>>>>

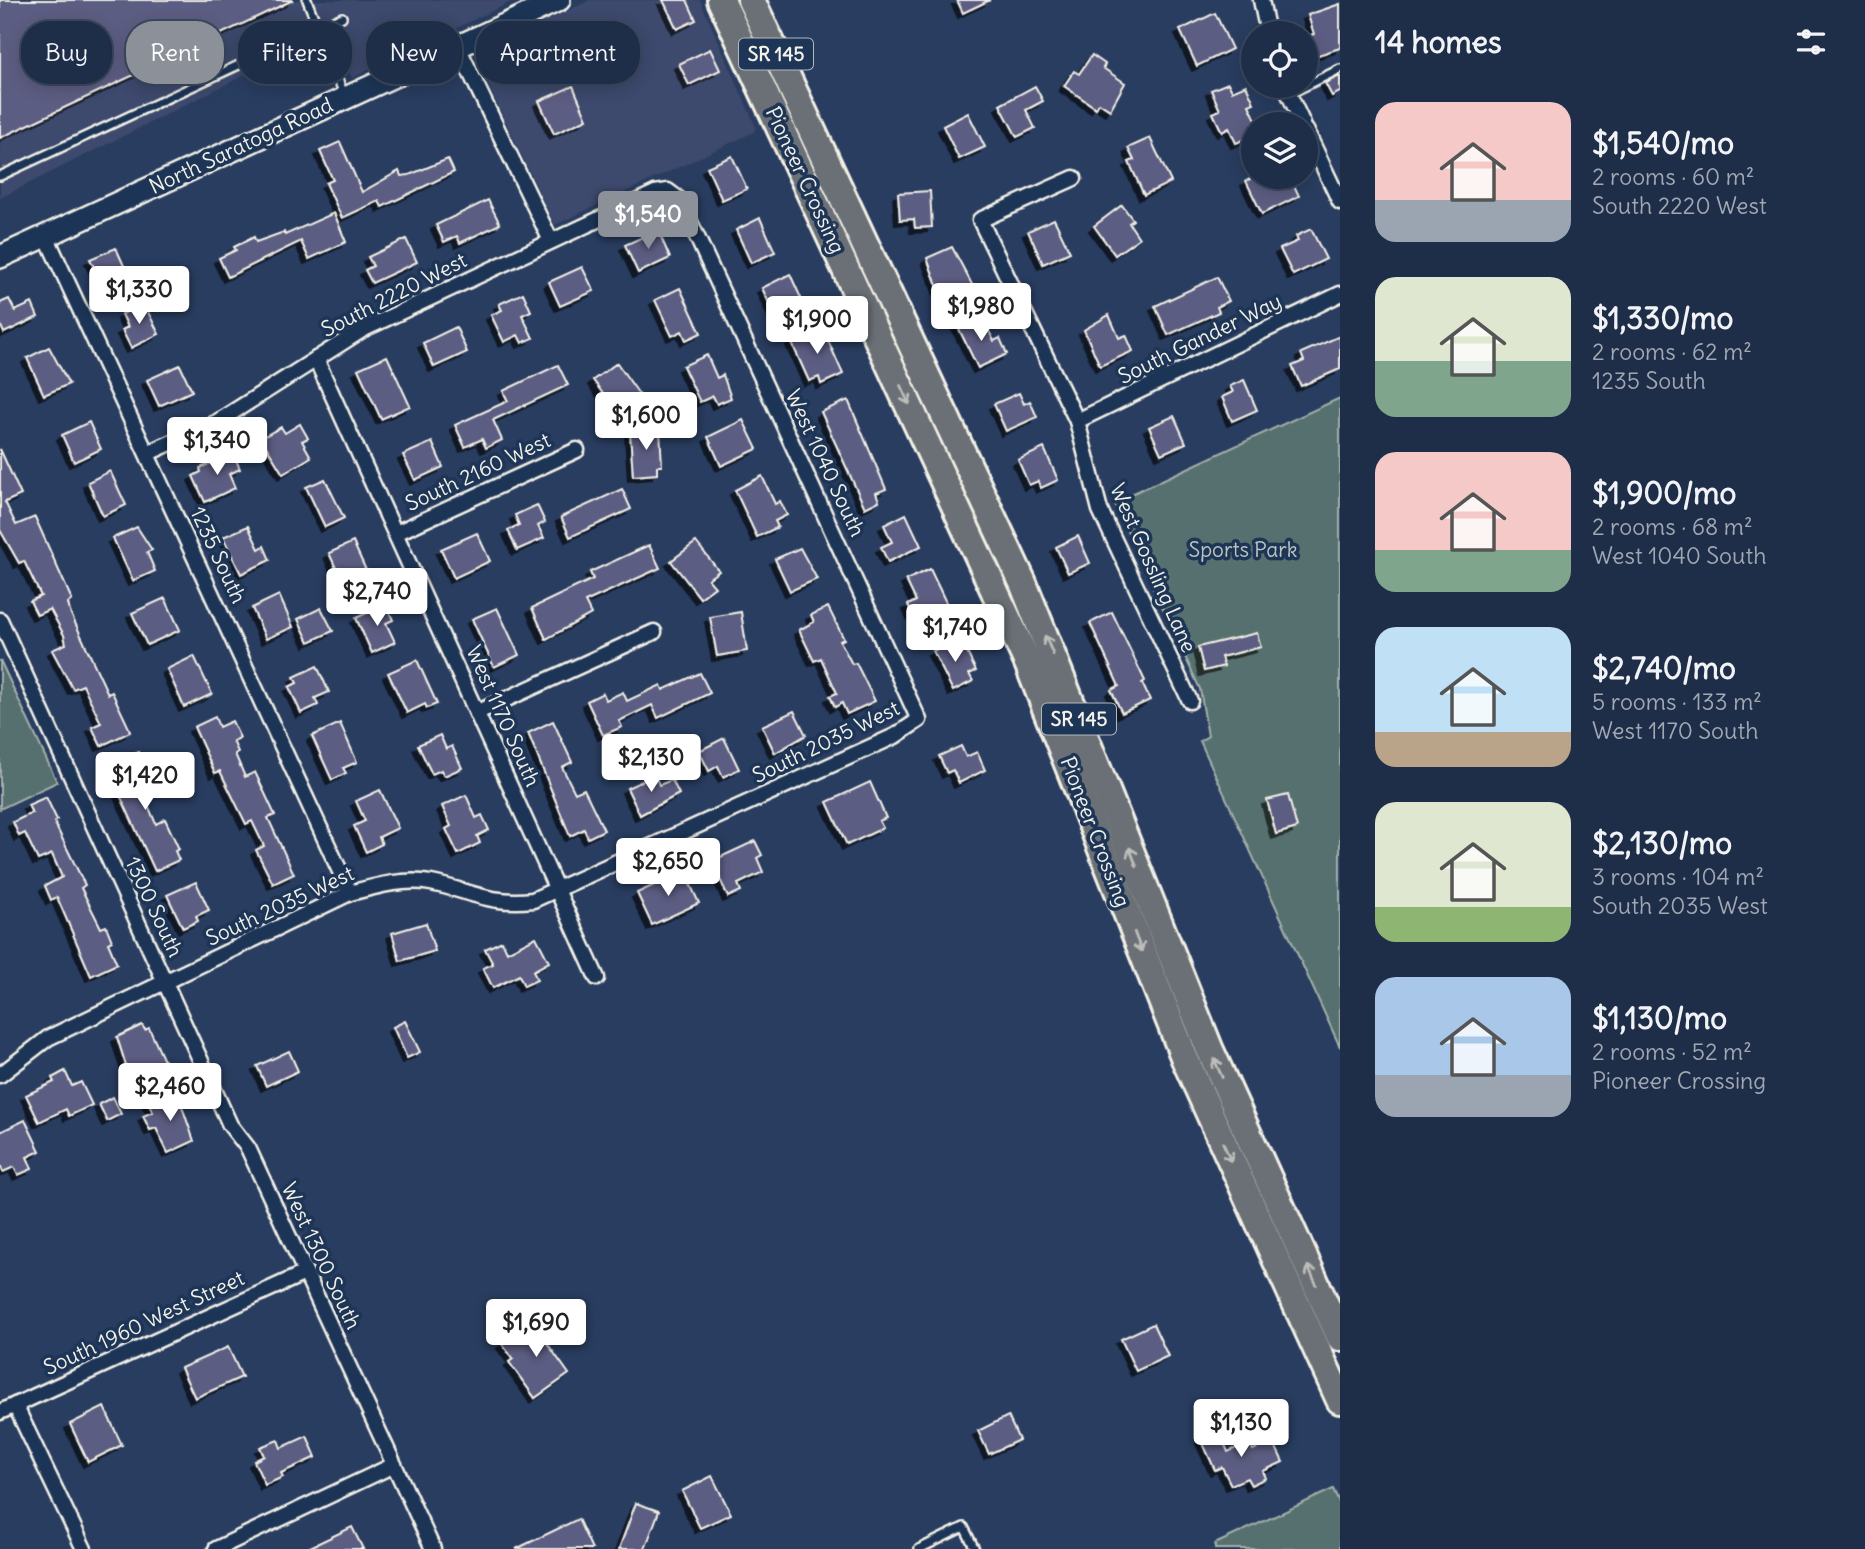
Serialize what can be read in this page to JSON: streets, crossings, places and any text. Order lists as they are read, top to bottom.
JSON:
{
  "streets": {
    "highway": ["SR 145", "Pioneer Crossing"],
    "main road": ["North Saratoga Road"],
    "street": [
      "South 2220 West",
      "South Gander Way",
      "West 1040 South",
      "South 2160 West",
      "1235 South",
      "West Gossling Lane",
      "West 1170 South",
      "South 2035 West",
      "1300 South",
      "West 1300 South",
      "South 1960 West Street"
    ]
  },
  "crossings": [
    ["North Saratoga Road", "1235 South"],
    ["South 2220 West", "West 1040 South"],
    ["South 2220 West", "1235 South"],
    ["South 2220 West", "West 1170 South"],
    ["South Gander Way", "West Gossling Lane"],
    ["West 1040 South", "South 2035 West"],
    ["South 2160 West", "West 1170 South"],
    ["1235 South", "South 2035 West"],
    ["West 1170 South", "South 2035 West"],
    ["South 2035 West", "1300 South"],
    ["South 2035 West", "West 1300 South"],
    ["1300 South", "West 1300 South"],
    ["West 1300 South", "South 1960 West Street"]
  ],
  "parks": ["Sports Park"],
  "page": {
    "heading": "14 homes",
    "chip": [
      "Buy",
      "Rent",
      "Filters",
      "New",
      "Apartment"
    ],
    "list": [
      {
        "name": "$1,540/mo",
        "note": "2 rooms · 60 m² · South 2220 West"
      },
      {
        "name": "$1,330/mo",
        "note": "2 rooms · 62 m² · 1235 South"
      },
      {
        "name": "$1,900/mo",
        "note": "2 rooms · 68 m² · West 1040 South"
      },
      {
        "name": "$2,740/mo",
        "note": "5 rooms · 133 m² · West 1170 South"
      },
      {
        "name": "$2,130/mo",
        "note": "3 rooms · 104 m² · South 2035 West"
      },
      {
        "name": "$1,130/mo",
        "note": "2 rooms · 52 m² · Pioneer Crossing"
      }
    ],
    "price": [
      "$1,540",
      "$1,330",
      "$1,980",
      "$1,900",
      "$1,600",
      "$1,340",
      "$2,740",
      "$1,740",
      "$2,130",
      "$1,420",
      "$2,650",
      "$2,460",
      "$1,690",
      "$1,130"
    ]
  }
}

<<<<

**What you will do:**
Could you output all of the records exactly, without their pictures?

**Output below:**
Serialize what can be read in this page to JSON: streets, crossings, places and any text. Order lists as they are read, top to bottom.
JSON:
{
  "streets": {
    "highway": ["SR 145", "Pioneer Crossing"],
    "main road": ["North Saratoga Road"],
    "street": [
      "South 2220 West",
      "South Gander Way",
      "West 1040 South",
      "South 2160 West",
      "1235 South",
      "West Gossling Lane",
      "West 1170 South",
      "South 2035 West",
      "1300 South",
      "West 1300 South",
      "South 1960 West Street"
    ]
  },
  "crossings": [
    ["North Saratoga Road", "1235 South"],
    ["South 2220 West", "West 1040 South"],
    ["South 2220 West", "1235 South"],
    ["South 2220 West", "West 1170 South"],
    ["South Gander Way", "West Gossling Lane"],
    ["West 1040 South", "South 2035 West"],
    ["South 2160 West", "West 1170 South"],
    ["1235 South", "South 2035 West"],
    ["West 1170 South", "South 2035 West"],
    ["South 2035 West", "1300 South"],
    ["South 2035 West", "West 1300 South"],
    ["1300 South", "West 1300 South"],
    ["West 1300 South", "South 1960 West Street"]
  ],
  "parks": ["Sports Park"],
  "page": {
    "heading": "14 homes",
    "chip": [
      "Buy",
      "Rent",
      "Filters",
      "New",
      "Apartment"
    ],
    "list": [
      {
        "name": "$1,540/mo",
        "note": "2 rooms · 60 m² · South 2220 West"
      },
      {
        "name": "$1,330/mo",
        "note": "2 rooms · 62 m² · 1235 South"
      },
      {
        "name": "$1,900/mo",
        "note": "2 rooms · 68 m² · West 1040 South"
      },
      {
        "name": "$2,740/mo",
        "note": "5 rooms · 133 m² · West 1170 South"
      },
      {
        "name": "$2,130/mo",
        "note": "3 rooms · 104 m² · South 2035 West"
      },
      {
        "name": "$1,130/mo",
        "note": "2 rooms · 52 m² · Pioneer Crossing"
      }
    ],
    "price": [
      "$1,540",
      "$1,330",
      "$1,980",
      "$1,900",
      "$1,600",
      "$1,340",
      "$2,740",
      "$1,740",
      "$2,130",
      "$1,420",
      "$2,650",
      "$2,460",
      "$1,690",
      "$1,130"
    ]
  }
}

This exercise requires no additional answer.